Frage von YourProducer, 27

Linux Mint umstieg mit USB Stick (von Windows 10)?

Ich möchte auf Linux umsteigen undswar komplett und nicht parallel zu Windows 10. Leider finde ich nur Videos indem es parallel oder andere Linux Systeme installiert werden. Ich kenne mich mit sowas nicht aus aber kennt jemand eine verständliche Quelle ?

Antwort
von Linuxhase, 16

Hallo

Ich kenne mich mit sowas nicht aus

Bei so einer Frage und dann dem Hinweis:

Ich möchte auf Linux umsteigen undswar komplett und nicht parallel zu Windows 10.

erwarte ich schon fast in absehbarer Zeit eine neue Frage von Dir, nämlich:

"Wie krieg ich Linux wieder runter und Windows drauf?"

Aber was solls :-)

kennt jemand eine verständliche Quelle ?

  • Jede GNU/Linux-Distribution bietet Dir im Zuge der Partitionierung und des mountens an bestehende Dateisysteme (Partitionen) zu erhalten und einzuhängen oder eben nicht.
  • Wenn es also Dein Wunsch ist dann entferne während des Partitionierungs-vorgangs einfach alles was da ist.
  • Bei Ubuntu und seinen 89 Forks, zu denen auch Linux-Mint gehört,  gibt es direkt als 2. oder 3. Punkt die Nachfrage:

Linux neben Windows installieren oder ersetzen und ganze Festplatte "verwenden?"

Da einfach die richtige Auswahl treffen und den Rest der Installationsroutine zu überlassen.

Linuxhase

Antwort
von felixuser, 20

Wenn du dir deine Sache sicher bist Spiele z.B. mit 

http://www.linuxliveusb.com

das iso von Mint auf deinen USB stick, im Bios sollte "Boot on USB HDD" aktiviert sein (oder so ähnlich), auch die Boot Reihenfolge beachten. 

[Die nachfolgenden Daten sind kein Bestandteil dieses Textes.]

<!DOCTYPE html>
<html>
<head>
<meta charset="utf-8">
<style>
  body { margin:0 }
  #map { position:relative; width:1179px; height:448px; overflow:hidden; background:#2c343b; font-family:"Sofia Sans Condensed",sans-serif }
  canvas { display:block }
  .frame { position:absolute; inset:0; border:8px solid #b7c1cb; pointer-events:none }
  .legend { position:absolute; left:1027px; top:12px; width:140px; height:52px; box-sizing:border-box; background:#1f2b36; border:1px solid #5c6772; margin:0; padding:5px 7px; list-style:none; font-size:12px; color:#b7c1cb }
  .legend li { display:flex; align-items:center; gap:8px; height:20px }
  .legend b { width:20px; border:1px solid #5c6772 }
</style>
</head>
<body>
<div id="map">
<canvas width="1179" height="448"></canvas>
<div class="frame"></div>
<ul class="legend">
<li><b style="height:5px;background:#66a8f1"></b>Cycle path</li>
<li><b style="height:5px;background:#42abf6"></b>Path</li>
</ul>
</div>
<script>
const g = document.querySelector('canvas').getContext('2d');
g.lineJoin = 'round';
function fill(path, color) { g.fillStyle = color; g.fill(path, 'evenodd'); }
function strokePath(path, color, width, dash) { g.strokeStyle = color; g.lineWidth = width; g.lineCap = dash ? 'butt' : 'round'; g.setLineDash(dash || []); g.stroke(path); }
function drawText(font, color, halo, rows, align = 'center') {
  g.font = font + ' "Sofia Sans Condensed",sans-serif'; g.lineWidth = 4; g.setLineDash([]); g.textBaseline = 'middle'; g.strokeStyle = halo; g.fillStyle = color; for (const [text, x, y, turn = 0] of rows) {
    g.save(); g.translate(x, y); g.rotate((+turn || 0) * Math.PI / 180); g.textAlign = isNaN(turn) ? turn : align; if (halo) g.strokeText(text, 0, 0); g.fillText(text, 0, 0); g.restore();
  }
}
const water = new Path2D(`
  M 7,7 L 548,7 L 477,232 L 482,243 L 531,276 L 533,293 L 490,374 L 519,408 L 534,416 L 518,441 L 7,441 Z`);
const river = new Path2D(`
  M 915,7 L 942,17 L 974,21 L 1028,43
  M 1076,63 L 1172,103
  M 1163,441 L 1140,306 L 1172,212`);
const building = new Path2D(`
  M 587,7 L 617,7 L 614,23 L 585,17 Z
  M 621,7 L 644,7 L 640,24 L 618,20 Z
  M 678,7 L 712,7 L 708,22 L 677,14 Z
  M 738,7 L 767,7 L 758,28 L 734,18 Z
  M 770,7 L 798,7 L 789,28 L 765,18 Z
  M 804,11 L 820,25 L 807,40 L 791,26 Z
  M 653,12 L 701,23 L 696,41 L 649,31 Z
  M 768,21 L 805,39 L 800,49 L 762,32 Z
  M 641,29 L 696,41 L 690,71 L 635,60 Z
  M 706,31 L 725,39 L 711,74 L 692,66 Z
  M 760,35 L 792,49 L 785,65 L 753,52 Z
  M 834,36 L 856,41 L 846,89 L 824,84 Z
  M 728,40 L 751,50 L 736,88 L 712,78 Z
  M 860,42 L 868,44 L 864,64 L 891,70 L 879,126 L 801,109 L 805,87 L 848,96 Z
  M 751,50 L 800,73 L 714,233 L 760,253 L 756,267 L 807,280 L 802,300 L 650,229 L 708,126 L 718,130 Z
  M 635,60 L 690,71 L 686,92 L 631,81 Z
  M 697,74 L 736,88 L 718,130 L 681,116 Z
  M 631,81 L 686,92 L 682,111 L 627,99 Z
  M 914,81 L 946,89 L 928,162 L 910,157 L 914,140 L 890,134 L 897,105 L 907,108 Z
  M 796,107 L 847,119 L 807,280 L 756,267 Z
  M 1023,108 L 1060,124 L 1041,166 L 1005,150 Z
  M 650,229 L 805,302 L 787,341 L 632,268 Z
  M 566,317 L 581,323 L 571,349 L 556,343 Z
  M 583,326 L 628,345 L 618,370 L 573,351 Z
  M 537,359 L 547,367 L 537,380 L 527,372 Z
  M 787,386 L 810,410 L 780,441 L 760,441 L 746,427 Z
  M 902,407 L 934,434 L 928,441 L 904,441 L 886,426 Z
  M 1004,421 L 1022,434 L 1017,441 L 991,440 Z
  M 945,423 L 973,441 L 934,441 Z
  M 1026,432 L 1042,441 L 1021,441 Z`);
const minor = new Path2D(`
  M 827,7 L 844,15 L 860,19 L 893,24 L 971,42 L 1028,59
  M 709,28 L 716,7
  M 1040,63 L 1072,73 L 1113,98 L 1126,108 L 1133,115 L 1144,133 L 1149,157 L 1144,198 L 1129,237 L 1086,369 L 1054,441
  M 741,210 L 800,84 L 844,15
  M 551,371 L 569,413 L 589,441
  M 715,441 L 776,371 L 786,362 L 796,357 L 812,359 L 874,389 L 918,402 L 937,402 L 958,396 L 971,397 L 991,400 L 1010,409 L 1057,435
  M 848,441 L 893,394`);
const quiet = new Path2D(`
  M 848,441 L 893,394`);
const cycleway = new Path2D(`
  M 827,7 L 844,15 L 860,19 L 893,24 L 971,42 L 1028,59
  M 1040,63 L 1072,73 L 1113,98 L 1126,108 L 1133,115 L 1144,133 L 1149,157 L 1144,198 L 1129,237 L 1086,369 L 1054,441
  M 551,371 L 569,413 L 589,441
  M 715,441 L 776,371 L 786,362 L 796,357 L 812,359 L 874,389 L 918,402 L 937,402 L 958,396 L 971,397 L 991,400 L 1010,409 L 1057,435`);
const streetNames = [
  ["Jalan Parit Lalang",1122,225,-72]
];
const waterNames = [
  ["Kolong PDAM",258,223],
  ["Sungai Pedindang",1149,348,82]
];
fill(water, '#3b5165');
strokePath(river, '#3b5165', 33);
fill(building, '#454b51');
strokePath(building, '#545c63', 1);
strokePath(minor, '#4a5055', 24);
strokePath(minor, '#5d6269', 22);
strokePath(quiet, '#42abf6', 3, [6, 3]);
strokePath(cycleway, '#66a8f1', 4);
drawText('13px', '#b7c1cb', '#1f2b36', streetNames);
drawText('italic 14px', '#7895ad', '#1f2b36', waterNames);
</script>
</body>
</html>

Bei der Installation lediglich auswählen den gesamten Festplattenplatz zu nutzen, das war es auch schon. 

Achtung, der Schritt ist nicht mehr rückgängig zu machen.

Antwort
von Myrmiron, 20

Vorsicht: Winows benutzt das NTFS Format bei Festplatten, Linux nicht.

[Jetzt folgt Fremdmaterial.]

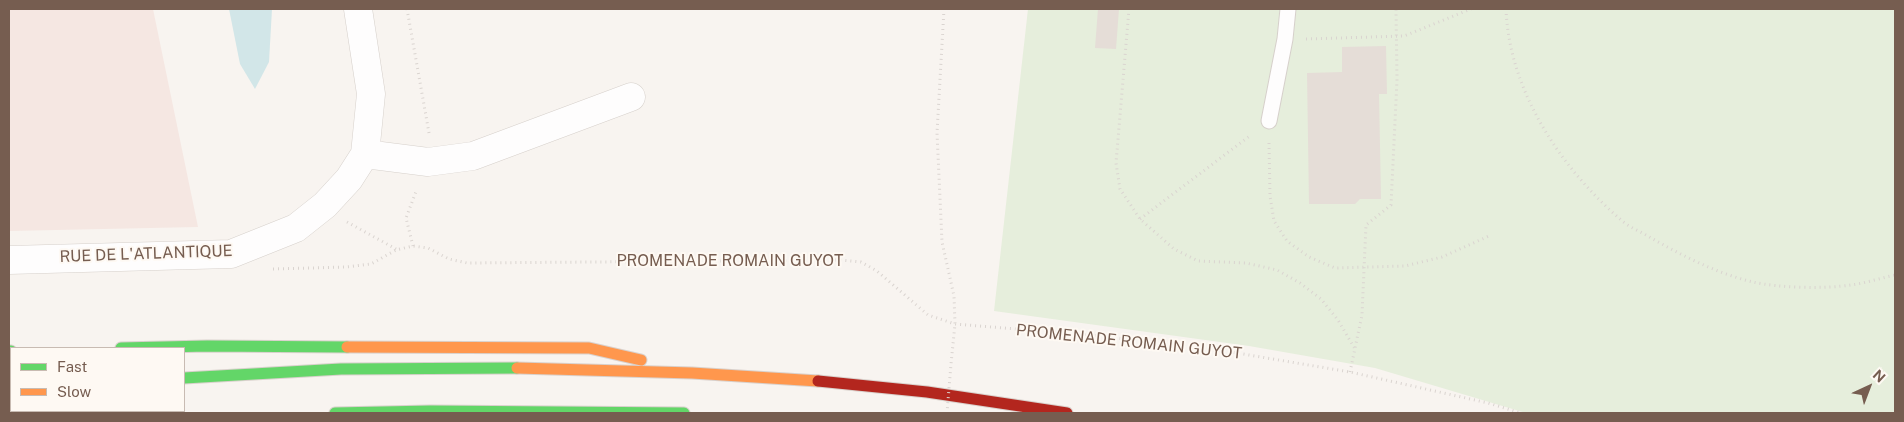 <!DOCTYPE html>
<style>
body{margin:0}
#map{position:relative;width:1904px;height:422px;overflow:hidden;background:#f8f4f0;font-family:"Public Sans",sans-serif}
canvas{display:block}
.frame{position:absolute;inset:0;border:10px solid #765d50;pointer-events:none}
.legend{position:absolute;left:10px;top:347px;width:175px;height:65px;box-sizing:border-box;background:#fef9f3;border:1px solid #c8bbb2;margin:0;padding:6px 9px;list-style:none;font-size:15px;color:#765d50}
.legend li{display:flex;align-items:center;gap:10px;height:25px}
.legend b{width:25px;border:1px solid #c8bbb2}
.north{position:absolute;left:1844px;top:362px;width:50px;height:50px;-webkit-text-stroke:4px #fef9f3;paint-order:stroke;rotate:43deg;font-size:14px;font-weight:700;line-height:20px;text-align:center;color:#765d50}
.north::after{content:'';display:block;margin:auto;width:18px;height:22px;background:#765d50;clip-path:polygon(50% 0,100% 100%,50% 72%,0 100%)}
</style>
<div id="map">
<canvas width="1904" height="422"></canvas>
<div class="frame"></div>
<ul class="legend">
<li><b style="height:6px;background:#63d668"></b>Fast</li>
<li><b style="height:6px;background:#ff974d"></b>Slow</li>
</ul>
<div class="north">N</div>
</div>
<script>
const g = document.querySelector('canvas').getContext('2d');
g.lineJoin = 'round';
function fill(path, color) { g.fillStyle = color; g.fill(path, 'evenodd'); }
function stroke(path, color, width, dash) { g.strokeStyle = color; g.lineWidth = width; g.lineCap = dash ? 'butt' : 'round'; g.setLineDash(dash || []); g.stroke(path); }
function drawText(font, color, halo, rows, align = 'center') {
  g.font = font + ' "Public Sans",sans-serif'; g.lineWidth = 4; g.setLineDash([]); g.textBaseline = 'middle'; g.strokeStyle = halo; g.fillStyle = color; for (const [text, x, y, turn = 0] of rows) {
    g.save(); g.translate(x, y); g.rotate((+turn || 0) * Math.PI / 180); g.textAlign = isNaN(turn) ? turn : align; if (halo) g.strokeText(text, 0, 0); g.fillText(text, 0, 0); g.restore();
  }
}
const commercial = new Path2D(`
 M9,9h144l45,218 -189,4z`);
const green = new Path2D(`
 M1028,9h867v404h-369l-151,-45 -126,-22 -255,-35z`);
const water = new Path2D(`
 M229,9h43l-3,53 -14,27 -15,-25z`);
const building = new Path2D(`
 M1098,9h21l-3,40 -21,-1z
 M1386,46l1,48h-8l2,105h-21l-5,5h-46l-2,-131 35,-1v-25z`);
const path = new Path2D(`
 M407,9l22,124
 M944,9l-7,124 5,109 12,54 1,28 -4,40
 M1129,9l-13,154 4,26 20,30 34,30 24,12 48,2 31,7 23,13 21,16 17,21 17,29
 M1506,9c3,81 54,158 114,210 7,7 17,11 26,16 33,19 69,38 107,47 26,6 72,7 98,3 15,-2 30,-7 44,-10
 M1306,39l98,-3 67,-27
 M1269,143l1,53 4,25 13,20 22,16 26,11 70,-2 37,-9 47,-21
 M1140,219l111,-84
 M347,222l49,27
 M413,246l-7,-28 11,-29
 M273,269l73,-2 25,-3 25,-14 17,-4 15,2 21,11 18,4 373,-3 21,2 16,9 51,44 27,9 146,12 136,17 113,19 138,31 33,10
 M1350,372l12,-57 4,-90 25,-20 6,-125 -1,-71`);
const lane = new Path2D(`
 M1269,121l16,-82 3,-30`);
const street = new Path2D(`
 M365,154l63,8 45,-6 158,-59
 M9,260l222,-6 65,-26 29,-23 24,-26 16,-25 6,-60 -13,-85`);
const fast = new Path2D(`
 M121,348l86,-2 140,1
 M9,351h2
 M184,378l157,-9 176,-1
 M335,413l95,-2 254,2`);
const slow = new Path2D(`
 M347,347l242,1 52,12
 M517,368l175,5 126,8
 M9,396h2`);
const jam = new Path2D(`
 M818,381l109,11 140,21`);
const pathBridge = new Path2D(`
 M947,413l4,-49`);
const streetNames = [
 ["RUE DE L'ATLANTIQUE",146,254,-2],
 ["PROMENADE ROMAIN GUYOT",730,261],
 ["PROMENADE ROMAIN GUYOT",1129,342,6]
];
fill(commercial, '#f5e7e2');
fill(green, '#e6eedc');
fill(water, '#d2e6e8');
fill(building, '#e5ddd7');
stroke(lane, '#d6d0cb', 17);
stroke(street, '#d6d0cb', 29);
stroke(fast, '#d9d1cc', 13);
stroke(slow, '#d9d1cc', 13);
stroke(jam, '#d9d1cc', 13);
stroke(path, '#dad4d0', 3, [1, 4]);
stroke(lane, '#fefdfd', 15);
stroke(street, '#fefdfd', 28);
stroke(fast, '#63d668', 11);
stroke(slow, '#ff974d', 11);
stroke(jam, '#b3261e', 11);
stroke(pathBridge, '#dad4d0', 3, [1, 4]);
drawText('16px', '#765d50', '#fef9f3', streetNames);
</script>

Wenn du wirklich Linux installieren willst gehen dabei alle deine Daten verloren, also Backups anlegen!

Kommentar von felixuser ,

Nur als hinweis, auch Linux ist fähig NTFS zu nutzen, die Datensicherung ist logischerweise Pflichtlektüre.

Kommentar von Myrmiron ,

Nicht alle so weit ich weiss.

Kommentar von Linuxhase ,

@Myrmiron

Nicht alle so weit ich weiss.

Naja jedenfalls alle bei denen das entsprechende Modul geladen ist.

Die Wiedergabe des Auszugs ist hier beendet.